2 . The substantially pure polypeptide of claim 1 wherein said antibody fragment comprises an Fd fragment.
3 . The substantially pure polypeptide of claim 1 wherein said antibody fragment comprises an Fab fragment.
4 . The substantially pure polypeptide of claim 1 wherein said antibody includes a heavy chain CDR3 region having the amino acid sequence of SEQ ID NO: 7, 23, 39, 55, 71, 87, 103, 119, 135, 151, 167, or 183.
5 . The substantially pure polypeptide of claim 4 wherein said antibody includes a heavy chain CDR2 region having the amino acid sequence of SEQ ID NO: 5 (when heavy chain CDR3 region is SEQ ID NO: 7), 21 (when heavy chain CDR3 region is SEQ ID NO: 23), 37 (when heavy chain CDR3 region is SEQ ID NO: 39), 53 (when heavy chain CDR3 region is SEQ ID NO: 55), 69 (when heavy chain CDR3 region is SEQ ID NO: 71), 85 (when heavy chain CDR3 region is SEQ ID NO: 87), 101 (when heavy chain CDR3 region is SEQ ID NO: 103), 117 (when heavy chain CDR3 region is SEQ ID NO: 119), 133 (when heavy chain CDR3 region is SEQ ID NO: 135), 149 (when heavy chain CDR3 region is SEQ ID NO: 151), 165 (when heavy chain CDR3 region is SEQ ID NO: 167), or 181 (when heavy chain CDR3 region is SEQ ID NO: 183).
6 . The substantially pure polypeptide of claim 5 wherein said antibody includes a heavy chain CDR1 region having the amino acid sequence of SEQ ID NO: 3 (when heavy chain CDR3 region is SEQ ID NO: 7), 19 (when heavy chain CDR3 region is SEQ ID NO: 23), 35 (when heavy chain CDR3 region is SEQ ID NO: 39), 51 (when heavy chain CDR3 region is SEQ ID NO: 55), 67 (when heavy chain CDR3 region is SEQ ID NO: 71), 83 (when heavy chain CDR3 region is SEQ ID NO: 87), 99 (when heavy chain CDR3 region is SEQ ID NO: 103), 115 (when heavy chain CDR3 region is SEQ ID NO: 119), 131 (when heavy chain CDR3 region is SEQ ID NO: 135), 147 (when heavy chain CDR3 region is SEQ ID NO: 151), 163 (when heavy chain CDR3 region is SEQ ID NO: 167), or 179 (when heavy chain CDR3 region is SEQ ID NO: 183).
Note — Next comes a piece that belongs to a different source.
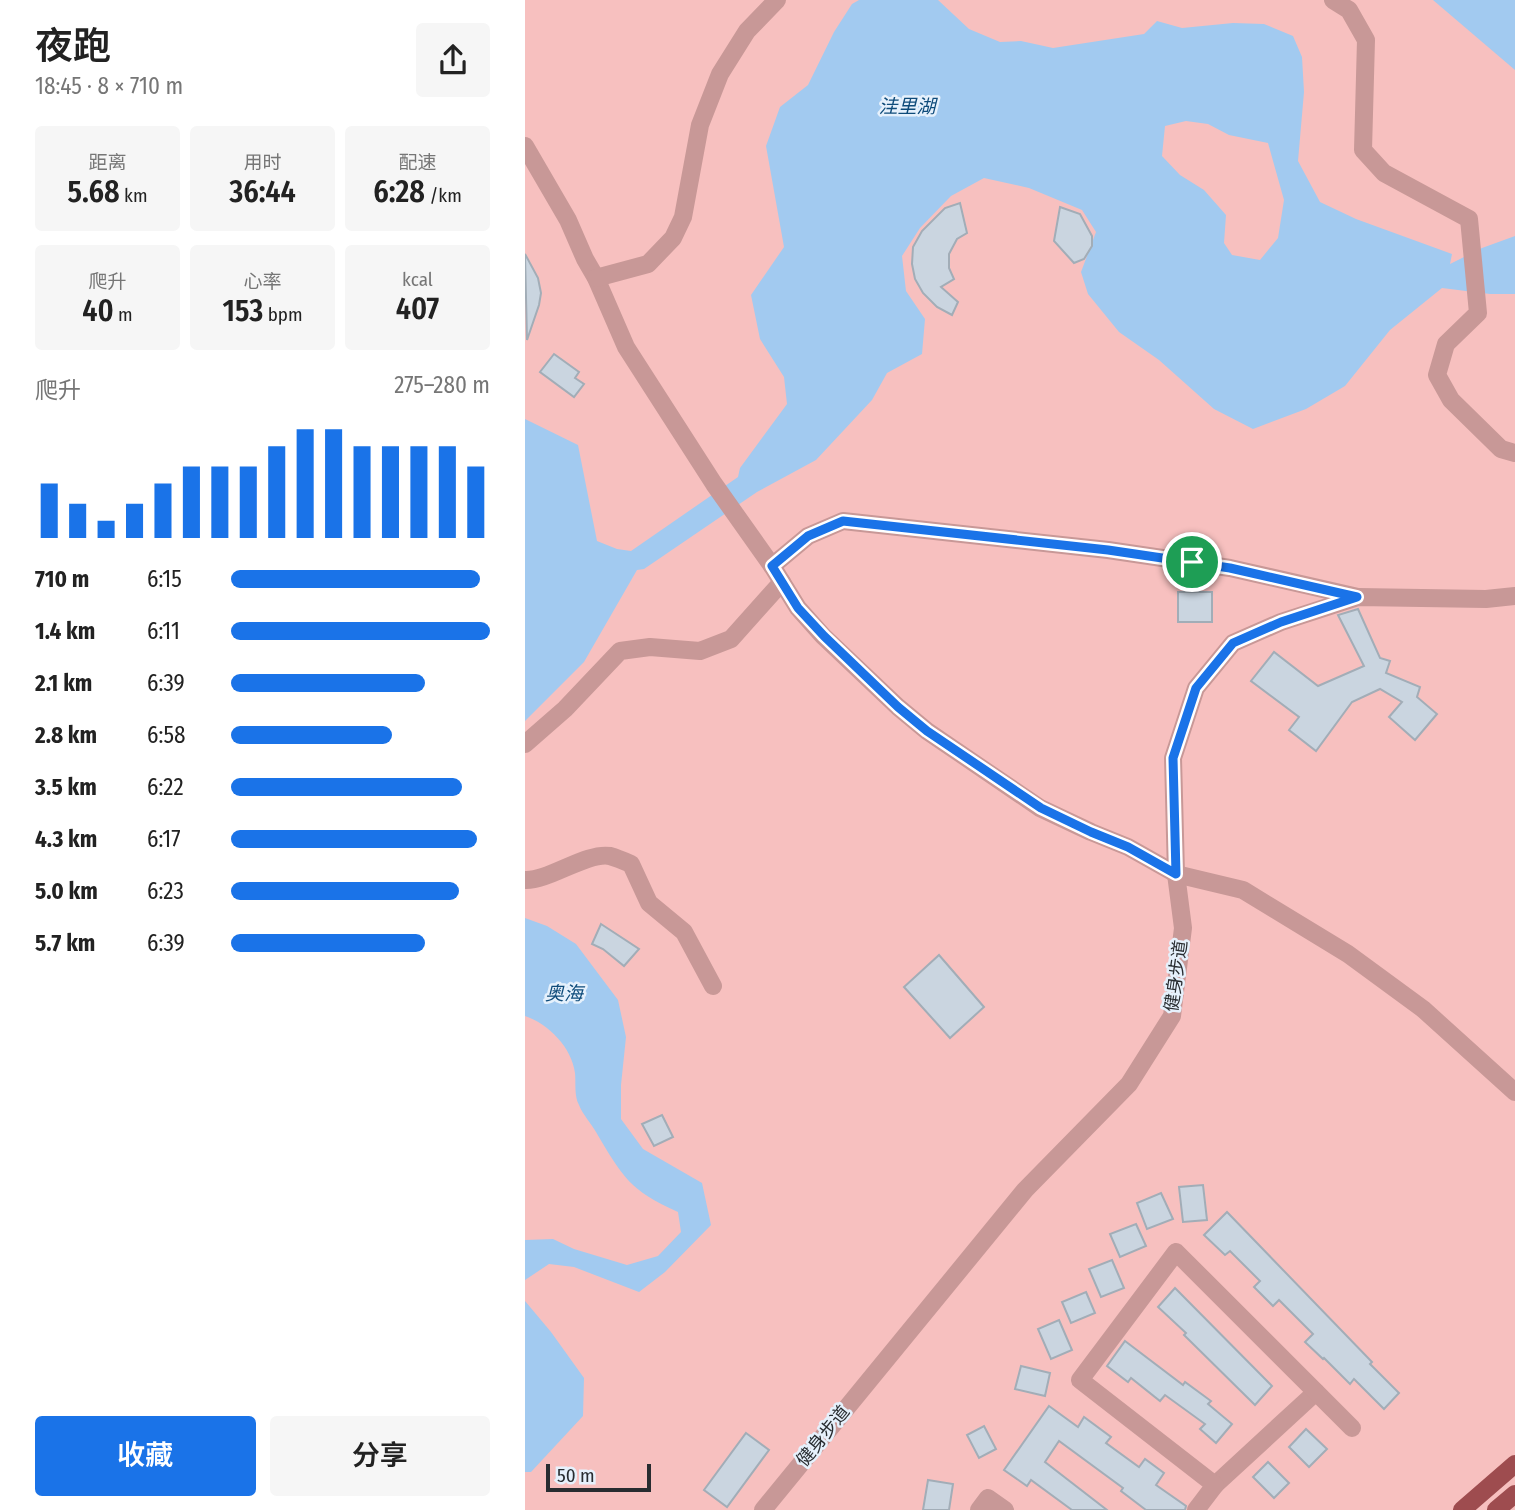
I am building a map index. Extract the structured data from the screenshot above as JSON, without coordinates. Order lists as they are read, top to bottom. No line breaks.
{"streets":{"street":["健身步道"]},"water":["洼里湖","奥海"],"scale_bar":"50 m","page":{"heading":["夜跑","18:45 · 8 × 710 m"],"stats":[["距离","5.68 km"],["用时","36:44"],["配速","6:28 /km"],["爬升","40 m"],["心率","153 bpm"],["kcal","407"]],"chart":["爬升","275–280 m"],"list":[{"name":"710 m","note":"6:15"},{"name":"1.4 km","note":"6:11"},{"name":"2.1 km","note":"6:39"},{"name":"2.8 km","note":"6:58"},{"name":"3.5 km","note":"6:22"},{"name":"4.3 km","note":"6:17"},{"name":"5.0 km","note":"6:23"},{"name":"5.7 km","note":"6:39"}],"buttons":["收藏","分享"],"scale":"50 m"}}
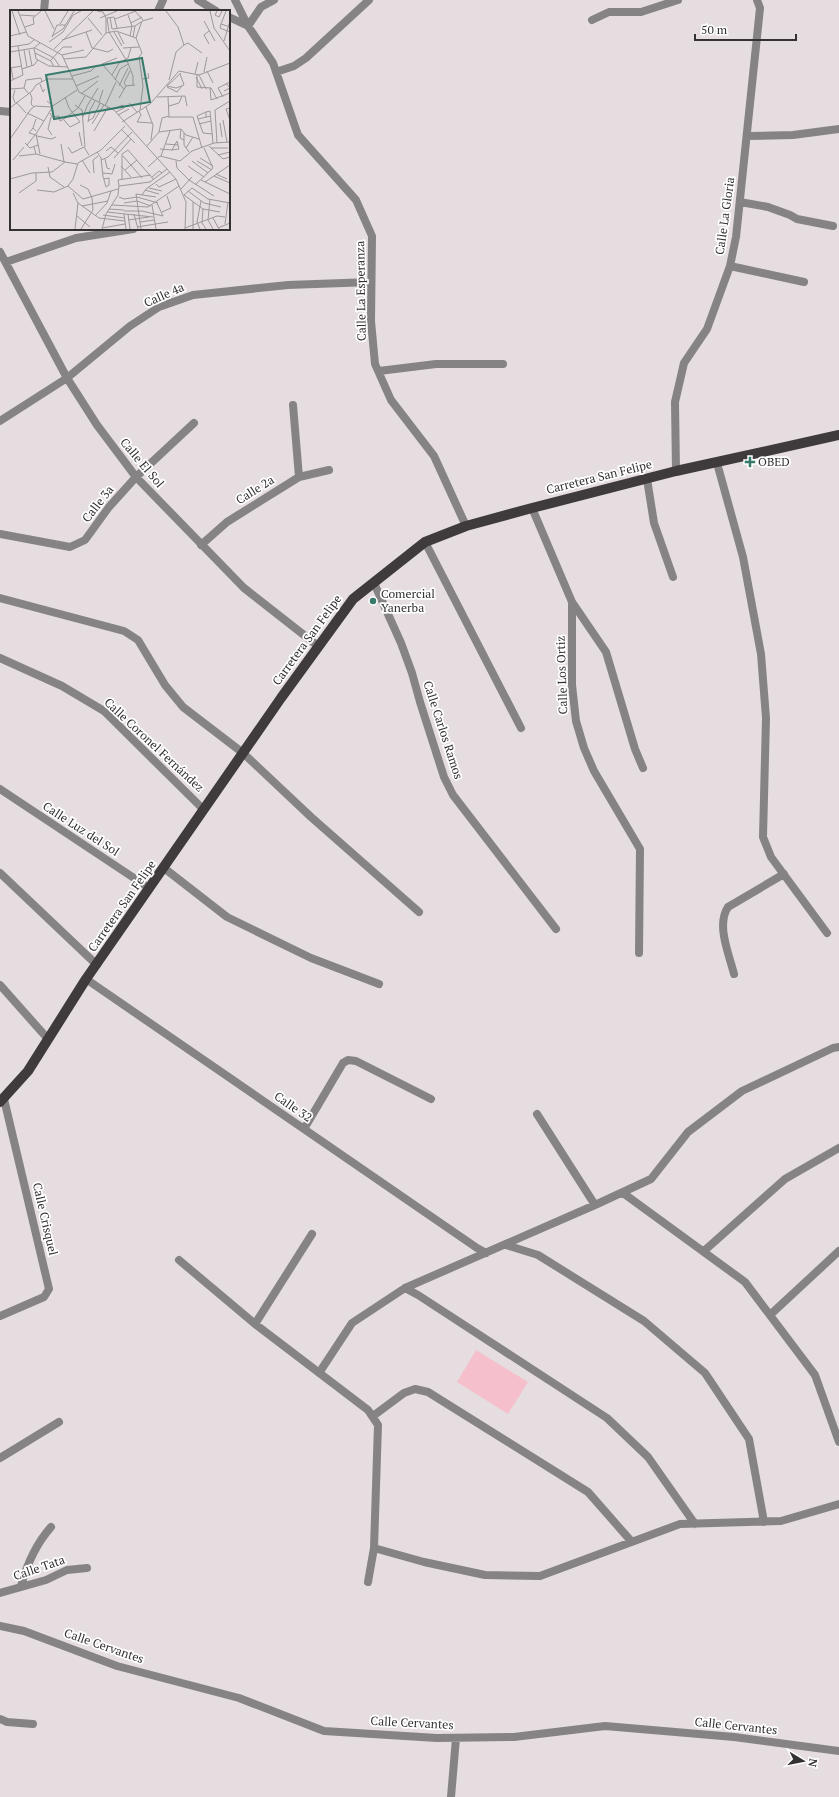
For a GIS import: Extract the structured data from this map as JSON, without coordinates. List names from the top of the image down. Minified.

7 . The substantially pure polypeptide of claim 4 wherein said antibody includes a heavy chain Fd region including the amino acid sequence of SEQ ID NO: 1 (when heavy chain CDR3 region is SEQ ID NO: 7), 17 (when heavy chain CDR3 region is SEQ ID NO: 23), 33 (when heavy chain CDR3 region is SEQ ID NO: 39), 49 (when heavy chain CDR3 region is SEQ ID NO: 55), 65 (when heavy chain CDR3 region is SEQ ID NO: 71), 81 (when heavy chain CDR3 region is SEQ ID NO: 87), 97 (when heavy chain CDR3 region is SEQ ID NO: 103), 113 (when heavy chain CDR3 region is SEQ ID NO: 119), 129 (when heavy chain CDR3 region is SEQ ID NO: 135), 145 (when heavy chain CDR3 region is SEQ ID NO: 151), 161 (when heavy chain CDR3 region is SEQ ID NO: 167), or 177 (when heavy chain CDR3 region is SEQ ID NO: 183).
8 . The substantially pure polypeptide of claim 4 wherein said antibody includes a light chain CDR3 region having the amino acid sequence of SEQ ID NO: 15 (when heavy chain CDR3 region is SEQ ID NO: 7), 31 (when heavy chain CDR3 region is SEQ ID NO: 23), 47 (when heavy chain CDR3 region is SEQ ID NO: 39), 63 (when heavy chain CDR3 region is SEQ ID NO: 55), 79 (when heavy chain CDR3 region is SEQ ID NO: 71), 95 (when heavy chain CDR3 region is SEQ ID NO: 87), 111 (when heavy chain CDR3 region is SEQ ID NO: 103), 127 (when heavy chain CDR3 region is SEQ ID NO: 119), 143 (when heavy chain CDR3 region is SEQ ID NO: 135), 159 (when heavy chain CDR3 region is SEQ ID NO: 151), 175 (when heavy chain CDR3 region is SEQ ID NO: 167), or 191 (when heavy chain CDR3 region is SEQ ID NO: 183).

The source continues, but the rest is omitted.